Pemberhentian tetap penyelenggara pemilu dikenakan terhadap Ketua Komisi Pemilihan Umum (KPU) kabupaten Serang, H. Lutfi N; Anggota KPU kabupaten Serang, Adnan Hamsin. Adnan  dipecat karena terbukti menerima suap dari DPC Gerindra untuk memuluskan pencalegan. Sementara Lutfi selain diaduka pihak lain, ia juga dipecat karena mengetahui perbuatan anak buahnya namun tak melakukan tindakan dan membiarkannya sehingga dinilai tidak etis.

Pemecatan juga dilakukan DKPP terhadap Ketua merangkap anggota Panwaslu Kabupaten Banyuwangi, Rorry Desrino Purnama; dan anggota Panwaslu Kabupaten Banyuwangi Totok Haryanto. Penyelenggara pemilu lainnya yang diberhentikan secara tetap oleh DKPP diantaranya Ketua KPU Kabupaten Dogiyai, Didimus Dogomo; Anggota KPU Dogiyai, Yohanes Iyai, Ev Emanuel Keiya, Yulianus Agapa, dan Palvianus Kegou.

Sedang peringatan keras DKPP, dikenakan terhadap ketua dan anggota KPU Halmahera Timur; ketua dan anggota KPU DKI Jakarta, ketua dan anggota KPU Jakarta Utara, ketua dan anggota KPU Jakarta Pusat, ketua dan anggota KPU Jakarta Timur dan Jakarta Selatan. Selain itu, KPU pusat juga mendapatkan peringatan dari DKPP terkait surat edaran pembukaan kotak suara di DKI Jakarta.

Lebih lanjut, DKPP juga merehabilitas nama baik penyelenggara pemilu sebanyak 20 orang.
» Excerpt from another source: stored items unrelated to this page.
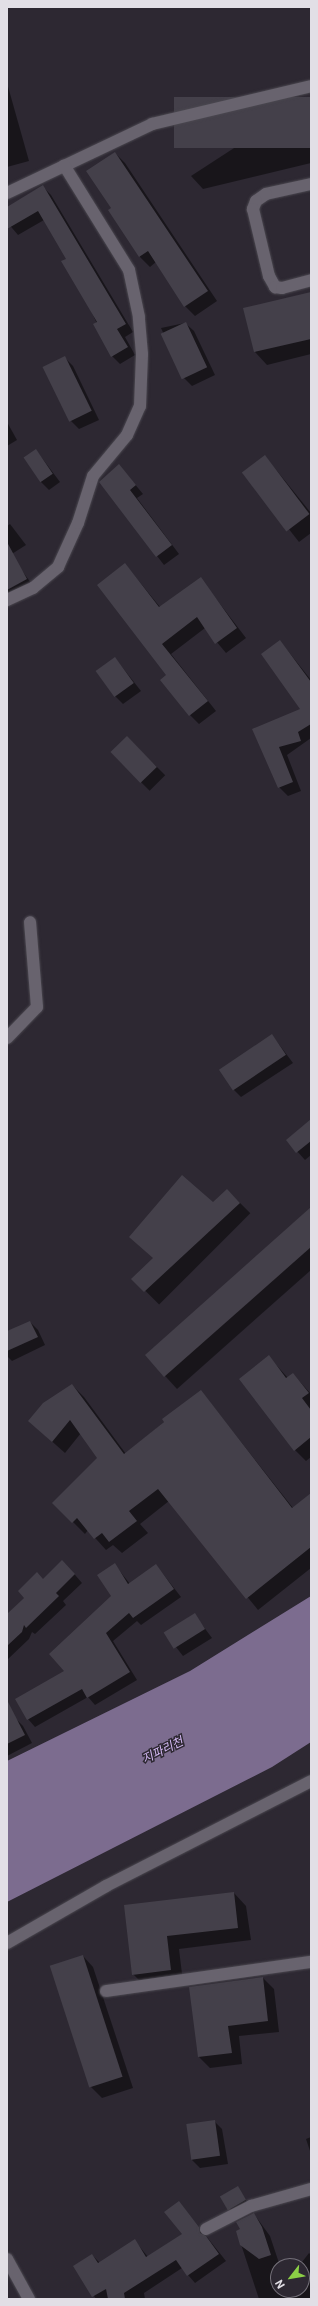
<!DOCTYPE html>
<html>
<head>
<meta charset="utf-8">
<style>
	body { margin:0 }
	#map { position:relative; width:318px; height:2306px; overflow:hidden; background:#2d2832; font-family:Roboto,"Noto Sans KR",sans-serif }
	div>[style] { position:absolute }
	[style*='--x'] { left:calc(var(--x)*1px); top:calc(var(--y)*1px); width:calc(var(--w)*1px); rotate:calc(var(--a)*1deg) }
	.water>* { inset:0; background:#7c6c8f }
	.shadow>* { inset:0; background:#0007; transform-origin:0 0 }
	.building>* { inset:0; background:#44404a; transform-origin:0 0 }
	.roads { filter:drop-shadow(0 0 1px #4a474f) drop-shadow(0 0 1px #4a474f) }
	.minor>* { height:12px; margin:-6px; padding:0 6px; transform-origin:6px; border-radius:6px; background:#68636e }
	span { translate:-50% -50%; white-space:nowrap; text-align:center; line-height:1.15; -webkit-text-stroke:3px #2d2832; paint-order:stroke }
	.water-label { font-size:12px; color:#d3b8f3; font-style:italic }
	.frame { position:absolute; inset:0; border:8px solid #e2dfe6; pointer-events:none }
	.north { position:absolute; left:270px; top:2258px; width:40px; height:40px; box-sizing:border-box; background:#2d2832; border:1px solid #75717a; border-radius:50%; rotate:239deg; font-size:11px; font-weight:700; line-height:16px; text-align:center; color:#e2dfe6 }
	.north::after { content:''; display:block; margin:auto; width:14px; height:18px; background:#8bce46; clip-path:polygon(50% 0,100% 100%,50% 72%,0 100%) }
</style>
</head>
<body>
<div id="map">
	<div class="water">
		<div style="clip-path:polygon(311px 1596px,311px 1742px,272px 1767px,7px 1902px,7px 1761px,190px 1671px)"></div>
	</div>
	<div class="shadow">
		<div style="clip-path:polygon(7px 83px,29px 161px,7px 167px)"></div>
		<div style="clip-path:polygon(311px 98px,311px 163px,203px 189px,191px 176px)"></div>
		<div style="clip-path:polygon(115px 153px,125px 163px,217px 301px,195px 316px,185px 306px,156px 262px,150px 267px,140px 257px,109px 210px,112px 208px)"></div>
		<div style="clip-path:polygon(43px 187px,51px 195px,133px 332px,125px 337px,135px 355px,120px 364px,112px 356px,67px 259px,44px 220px,18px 235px,7px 222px,7px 208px)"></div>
		<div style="clip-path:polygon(311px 293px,311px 354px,267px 365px,255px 352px)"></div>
		<div style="clip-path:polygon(185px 323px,194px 331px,215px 375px,192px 386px,184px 378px,161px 328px)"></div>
		<div style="clip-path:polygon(65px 358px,73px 366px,99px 420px,79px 429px,71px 421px)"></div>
		<div style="clip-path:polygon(7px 422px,17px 440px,7px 446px)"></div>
		<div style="clip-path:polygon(36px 450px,60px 482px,49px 490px,41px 482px)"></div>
		<div style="clip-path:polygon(265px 456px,311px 513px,311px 533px,299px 542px,244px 472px)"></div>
		<div style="clip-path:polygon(119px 465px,143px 494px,137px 498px,179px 554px,164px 565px,100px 482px)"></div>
		<div style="clip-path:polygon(10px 524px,26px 545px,7px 557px,7px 526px)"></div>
		<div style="clip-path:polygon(125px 564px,160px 607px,201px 579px,246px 638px,226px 653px,205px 628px,171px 654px,216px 711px,199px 724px,190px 715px,168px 675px)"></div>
		<div style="clip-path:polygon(20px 568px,34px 587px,7px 598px,7px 571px)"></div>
		<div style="clip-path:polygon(280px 641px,311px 680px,311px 738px,287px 755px,301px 791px,288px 796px,279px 787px,253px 730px,302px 709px)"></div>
		<div style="clip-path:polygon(115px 658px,141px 691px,123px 704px,115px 696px)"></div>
		<div style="left:127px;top:737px;width:54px;height:22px;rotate:45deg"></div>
		<div style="clip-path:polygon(272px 1035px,293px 1063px,241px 1097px,233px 1089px)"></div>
		<div style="clip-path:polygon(311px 1120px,311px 1155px,305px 1160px,287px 1140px)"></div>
		<div style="left:227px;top:1190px;width:33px;height:129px;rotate:45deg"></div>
		<div style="clip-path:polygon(311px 1209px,311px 1270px,177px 1389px,146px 1355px)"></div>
		<div style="clip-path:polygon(30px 1322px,38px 1330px,45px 1345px,12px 1361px,7px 1356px,7px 1333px)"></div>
		<div style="clip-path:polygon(269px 1357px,288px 1378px,293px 1374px,311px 1394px,311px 1457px,306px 1461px,295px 1450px)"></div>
		<div style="clip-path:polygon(72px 1385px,84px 1397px,126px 1454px,201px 1391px,293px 1508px,311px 1494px,311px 1568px,258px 1610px,169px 1501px,140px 1524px,148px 1533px,122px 1553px,113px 1545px,106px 1550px,88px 1530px,85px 1534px,54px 1503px,98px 1458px,81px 1433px,65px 1453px,29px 1421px)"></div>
		<div style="clip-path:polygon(115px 1565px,130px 1584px,156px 1565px,181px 1597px,141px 1625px,137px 1621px,113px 1641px,137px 1680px,95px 1705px,88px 1697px,35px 1727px,28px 1719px,65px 1671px,112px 1596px)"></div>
		<div style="clip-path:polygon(70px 1569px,82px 1583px,63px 1601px,66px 1605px,35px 1634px,32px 1632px,29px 1639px,7px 1660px,7px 1615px,43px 1580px)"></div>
		<div style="clip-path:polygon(194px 1614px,212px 1638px,183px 1656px,165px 1633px)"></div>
		<div style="clip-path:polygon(15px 1718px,23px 1726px,32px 1743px,7px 1756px,7px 1722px)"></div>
		<div style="clip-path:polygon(234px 1893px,246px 1906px,251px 1940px,179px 1949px,183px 1982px,146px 1987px,133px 1974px,125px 1906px)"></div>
		<div style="clip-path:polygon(83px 1956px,93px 1967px,133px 2088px,102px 2098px,91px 2087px,52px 1966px)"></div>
		<div style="clip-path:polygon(263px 1978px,274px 1989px,279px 2032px,239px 2036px,242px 2064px,210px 2068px,199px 2057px,190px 1988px)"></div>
		<div style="clip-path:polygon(214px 2121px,222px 2129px,228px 2164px,200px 2168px,192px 2160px)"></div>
		<div style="clip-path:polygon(311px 2137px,311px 2154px,306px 2139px)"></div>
		<div style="left:237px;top:2187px;width:21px;height:18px;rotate:55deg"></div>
		<div style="clip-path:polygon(179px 2202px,226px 2261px,195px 2283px,182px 2268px,144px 2293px,145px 2299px,96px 2299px,74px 2266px,92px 2255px,100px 2263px,135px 2241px,148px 2257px,183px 2234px)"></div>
		<div style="clip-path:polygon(254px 2214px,270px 2236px,280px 2266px,278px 2266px,278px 2290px,302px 2290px,302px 2266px,299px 2266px,309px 2253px,311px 2255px,311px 2299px,259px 2299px,237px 2232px,241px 2230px)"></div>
	</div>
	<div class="building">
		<div style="left:311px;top:97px;width:51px;height:137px;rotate:90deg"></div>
		<div style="clip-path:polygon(115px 152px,208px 291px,184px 307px,148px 251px,139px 257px,108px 210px,111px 208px,86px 171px)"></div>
		<div style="clip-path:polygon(43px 185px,126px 324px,117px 329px,128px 347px,111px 357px,93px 324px,97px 322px,61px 261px,66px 259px,38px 211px,7px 229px,7px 207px)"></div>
		<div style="clip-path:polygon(311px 292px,311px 339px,254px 352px,243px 308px)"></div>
		<div style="left:186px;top:322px;width:50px;height:28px;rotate:65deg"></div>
		<div style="left:65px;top:356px;width:61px;height:25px;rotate:64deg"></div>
		<div style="left:36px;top:449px;width:30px;height:15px;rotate:56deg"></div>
		<div style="left:265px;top:455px;width:74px;height:29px;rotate:53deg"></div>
		<div style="clip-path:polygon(119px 464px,136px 485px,130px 490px,172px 545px,156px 557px,99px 482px)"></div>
		<div style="clip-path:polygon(7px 542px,27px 579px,7px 590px)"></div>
		<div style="clip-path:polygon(125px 563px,159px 607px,201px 577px,237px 628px,215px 644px,197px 617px,162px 644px,208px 701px,189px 716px,160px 680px,166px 675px,97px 585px)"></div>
		<div style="clip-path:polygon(280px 640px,311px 682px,311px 724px,298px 732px,301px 741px,279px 747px,293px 782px,278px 788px,252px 729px,300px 709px,261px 654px)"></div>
		<div style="left:115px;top:657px;width:32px;height:24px;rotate:54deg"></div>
		<div style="left:127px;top:736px;width:43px;height:23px;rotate:46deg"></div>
		<div style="left:272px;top:1034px;width:25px;height:64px;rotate:56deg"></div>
		<div style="clip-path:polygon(311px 1119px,311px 1141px,296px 1153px,286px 1140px)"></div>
		<div style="clip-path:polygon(182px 1175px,213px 1202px,227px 1189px,240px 1203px,144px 1292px,131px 1279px,153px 1258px,129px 1237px)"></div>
		<div style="clip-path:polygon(311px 1207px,311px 1247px,164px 1377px,145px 1355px)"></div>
		<div style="clip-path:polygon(30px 1321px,38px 1337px,7px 1351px,7px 1331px)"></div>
		<div style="clip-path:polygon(269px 1355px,286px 1378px,293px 1373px,309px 1393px,302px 1398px,311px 1410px,311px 1437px,294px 1451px,239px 1379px)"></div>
		<div style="clip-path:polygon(72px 1384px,124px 1454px,164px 1422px,162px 1419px,201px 1390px,292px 1508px,311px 1493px,311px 1547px,246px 1599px,158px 1489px,129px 1511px,137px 1521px,109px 1542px,102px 1533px,94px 1539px,77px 1518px,72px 1523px,52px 1503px,97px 1458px,70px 1420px,52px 1442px,28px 1421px,43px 1403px)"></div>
		<div style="clip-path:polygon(62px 1560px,75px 1574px,56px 1593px,59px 1596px,26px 1628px,24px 1625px,22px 1632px,7px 1646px,7px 1614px,24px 1598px,18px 1591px,37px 1572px,43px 1579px)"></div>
		<div style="clip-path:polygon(115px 1563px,128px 1584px,156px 1564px,174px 1589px,133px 1618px,129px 1613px,106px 1633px,130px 1672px,87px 1698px,82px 1689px,27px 1720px,15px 1699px,64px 1671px,49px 1654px,111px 1596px,97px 1575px)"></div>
		<div style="left:195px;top:1613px;width:19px;height:37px;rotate:58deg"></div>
		<div style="clip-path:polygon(7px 1700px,25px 1735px,7px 1744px)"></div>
		<div style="clip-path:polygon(234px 1892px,238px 1928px,167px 1936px,171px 1970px,132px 1975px,124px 1905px)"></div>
		<div style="left:83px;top:1955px;width:128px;height:35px;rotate:72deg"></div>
		<div style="clip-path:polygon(263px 1977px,268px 2021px,228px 2026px,232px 2053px,198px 2057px,189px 1987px)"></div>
		<div style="left:215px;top:2120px;width:36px;height:29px;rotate:82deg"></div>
		<div style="left:238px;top:2186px;width:16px;height:21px;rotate:60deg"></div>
		<div style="clip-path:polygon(179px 2201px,199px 2227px,200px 2233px,206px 2236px,219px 2254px,187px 2276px,176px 2260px,124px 2293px,125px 2299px,108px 2299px,106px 2289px,92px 2297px,73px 2266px,92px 2254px,98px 2263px,135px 2239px,146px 2257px,182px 2234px,164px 2212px)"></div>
		<div style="clip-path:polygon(254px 2213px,262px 2227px,271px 2255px,259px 2259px,240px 2245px,236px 2231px,240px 2229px,236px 2222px)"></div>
	</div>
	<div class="roads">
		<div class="minor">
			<div style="--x:311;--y:184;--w:46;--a:167.5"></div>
			<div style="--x:266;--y:194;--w:12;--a:145"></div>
			<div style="--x:256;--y:201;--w:9;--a:111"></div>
			<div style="--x:253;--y:209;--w:69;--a:76.6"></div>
			<div style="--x:269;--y:276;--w:13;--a:61"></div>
			<div style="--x:275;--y:287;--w:7;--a:8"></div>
			<div style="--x:282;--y:288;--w:30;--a:-15"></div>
			<div style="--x:7;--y:193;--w:161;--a:-25.4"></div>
			<div style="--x:152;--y:124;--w:163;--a:-13.4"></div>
			<div style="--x:7;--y:600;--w:29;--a:-25"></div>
			<div style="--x:33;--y:588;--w:33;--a:-40"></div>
			<div style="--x:58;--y:567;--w:48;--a:-65.6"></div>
			<div style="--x:78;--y:523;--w:49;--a:-72.3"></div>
			<div style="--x:93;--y:476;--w:53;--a:-50.3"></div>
			<div style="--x:127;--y:435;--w:32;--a:-66"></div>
			<div style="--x:140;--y:406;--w:52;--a:-87.8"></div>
			<div style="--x:142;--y:354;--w:37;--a:-95"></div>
			<div style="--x:139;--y:317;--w:48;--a:-102"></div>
			<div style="--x:129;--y:270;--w:123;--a:-121.8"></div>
			<div style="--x:7;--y:1038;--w:43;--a:-45.9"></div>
			<div style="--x:37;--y:1007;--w:85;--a:-94.7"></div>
			<div style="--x:7;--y:1943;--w:114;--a:-29.9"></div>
			<div style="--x:106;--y:1886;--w:230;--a:-27.1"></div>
			<div style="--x:106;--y:1991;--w:207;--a:-8.1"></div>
			<div style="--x:206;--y:2229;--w:51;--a:-27.1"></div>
			<div style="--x:251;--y:2206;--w:62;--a:-15.8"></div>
			<div style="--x:7;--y:2259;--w:46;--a:61.2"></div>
		</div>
	</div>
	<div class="water-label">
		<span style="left:163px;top:1751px;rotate:-26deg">지파리천</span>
	</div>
	<div class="frame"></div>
	<div class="north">N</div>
</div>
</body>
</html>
Diantaranya ketua Panwaslu Sukoharjo, anggota KPU Surabaya, ketua dan anggota KPU Jawa Timur, ketua dan anggota KPU Jakarta Barat, ketua dan anggota Badan Pengawas Pemilu, dan ketua dan anggota KPU pusat.

Menanggapi keputusan DKPP, Tim Advokasi Prabowo-Hatta, Mahendradatta mengatakan hasil putusan DKPP akan mereka lanjutkan ke Mabes Polri dan Mahkamah Agung untuk memperkuat dalil laporan pidana. Lanjutnya, kalau diperoleh dengan cara tidak etis putusan tersebut akan dipertimbangkan untuk dibandingkan dengan pengadilan Mahkamah Konstitusi (MK).

“Kalau sampai beda dengan MK? Kita lihat saja nanti. Sudah sangat jelas memang itu melanggar etik,” katanya usai pembacaan putusan DKPP di Kementerian agama, Jakarta, Kamis (21/8).